En estos días en los que la literatura es protagonista de tantas páginas con motivo del homenaje a Cervantes en el 400 aniversario de su muerte, en Naturbier no hemos querido dejar pasar la ocasión de hacer un homenaje literario a la cerveza, revisando algunas de las menciones a nuestra bebida preferida.
Y tras este repaso, podemos decir que la cerveza, ni tan novelesca como el vino ni tan poética como el agua, cuenta con un humilde pero divertido papel en la literatura castellana.
Una de las primeras menciones que encontramos es la de Mesonero Romanos, en su Manual de Madrid, Descripción de la Corte y de la Villa, publicado en 1833. Y por lo que dice, podemos deducir que ya en su época era una bebida muy popular entre los madrileños:

Según un estado moderno que tengo a la vista consta haber en Madrid las fábricas y talleres siguientes: Doscientos de carpinteros; veinte y dos de ebanistas; (…) cinco fábricas de cerveza; ochenta de hojalateros; tres de instrumentos de aire; ocho de (…)

Y más adelante nos da unos detalles muy interesantes sobre el lúpulo.

Cerveza . En marzo de 1828 se averiguó que el lúpulo, hombrecillo o hublón, flor indispensable para la fabricación de la cerveza, se criaba espontáneamente, aunque en corta cantidad, en las cercanías del canal de Manzanares y soto de Migas calientes, y con más abundancia en los alrededores de Guadalajara y la Alcarria; siendo su coste una cuarta parte de la que se traía del extranjero, y su calidad la mejor a juicio de los fabricantes.
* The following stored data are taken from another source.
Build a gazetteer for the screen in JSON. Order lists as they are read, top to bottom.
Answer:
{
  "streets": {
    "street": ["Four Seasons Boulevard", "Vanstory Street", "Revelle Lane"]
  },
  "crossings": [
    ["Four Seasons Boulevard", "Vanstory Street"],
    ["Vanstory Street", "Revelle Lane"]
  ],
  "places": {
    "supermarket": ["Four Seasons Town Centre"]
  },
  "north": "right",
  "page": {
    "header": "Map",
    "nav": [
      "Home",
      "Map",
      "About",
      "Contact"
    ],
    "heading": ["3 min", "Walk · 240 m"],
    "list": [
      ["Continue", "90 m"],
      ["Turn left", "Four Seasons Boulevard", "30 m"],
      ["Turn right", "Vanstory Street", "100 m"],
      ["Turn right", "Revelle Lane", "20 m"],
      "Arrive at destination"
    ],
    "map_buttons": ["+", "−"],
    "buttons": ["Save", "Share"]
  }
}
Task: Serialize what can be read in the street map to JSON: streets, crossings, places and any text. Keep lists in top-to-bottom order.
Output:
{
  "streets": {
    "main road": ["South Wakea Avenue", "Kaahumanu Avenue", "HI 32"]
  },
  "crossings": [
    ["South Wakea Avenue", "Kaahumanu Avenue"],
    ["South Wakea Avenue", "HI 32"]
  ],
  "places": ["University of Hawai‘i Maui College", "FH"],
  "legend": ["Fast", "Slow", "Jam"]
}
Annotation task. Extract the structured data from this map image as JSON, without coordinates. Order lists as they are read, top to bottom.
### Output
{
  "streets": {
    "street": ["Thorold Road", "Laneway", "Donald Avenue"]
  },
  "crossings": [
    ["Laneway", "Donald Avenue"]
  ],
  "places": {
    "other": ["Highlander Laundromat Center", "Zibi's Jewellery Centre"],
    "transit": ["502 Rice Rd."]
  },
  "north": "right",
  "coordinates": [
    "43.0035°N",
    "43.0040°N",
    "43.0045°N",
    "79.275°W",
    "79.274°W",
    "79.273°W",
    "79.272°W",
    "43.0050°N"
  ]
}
También se encuentra esta planta muy abundante en Aragón y Cataluña. En las fábricas de cerveza de esta corte se ha mejorado y variado este género extraordinariamente, y se regula su despacho en 8000 botellas diarias.

En relatos novelescos, nos topamos con una mención a la cerveza en una novelita de la autora Cecilia Böhl de Faber y Larrea, que firmaba con el seudónimo Fernan Caballero. En la novela corta La Farisea de mediados del siglo xix nos describe a un virtuoso sacerdote que no gustaba de la cerveza.

En cuanto a la cerveza , contaba alegremente que habiéndosela prescrito por un padecimiento de estómago el médico a la hermana del cura, se le encargó al sacristán que buscase y comprase una botella. Cuando la hubo traído, le dio el cura un poco de aquel líquido para que lo probase, y viendo que ponía mal gesto, le preguntó:-¿qué te parece, hombre?-Señor, contestó el interrogado, me parece que si cerveza hubiese habido en el Calvario, al Señor no le dan la hiel.

Más positivas son las muchas menciones en Doña Emilia Pardo Bazán, que siempre la describe como una bebida refrescante
En su novelita Piedra Angular de finales del siglo XIX:

-Adiós, Priego… ¿Quieren ustedes subir y refrescar? ¿Una botellita de cerveza ?
-Tantas gracias… Ahora, imposible -contestó Priego…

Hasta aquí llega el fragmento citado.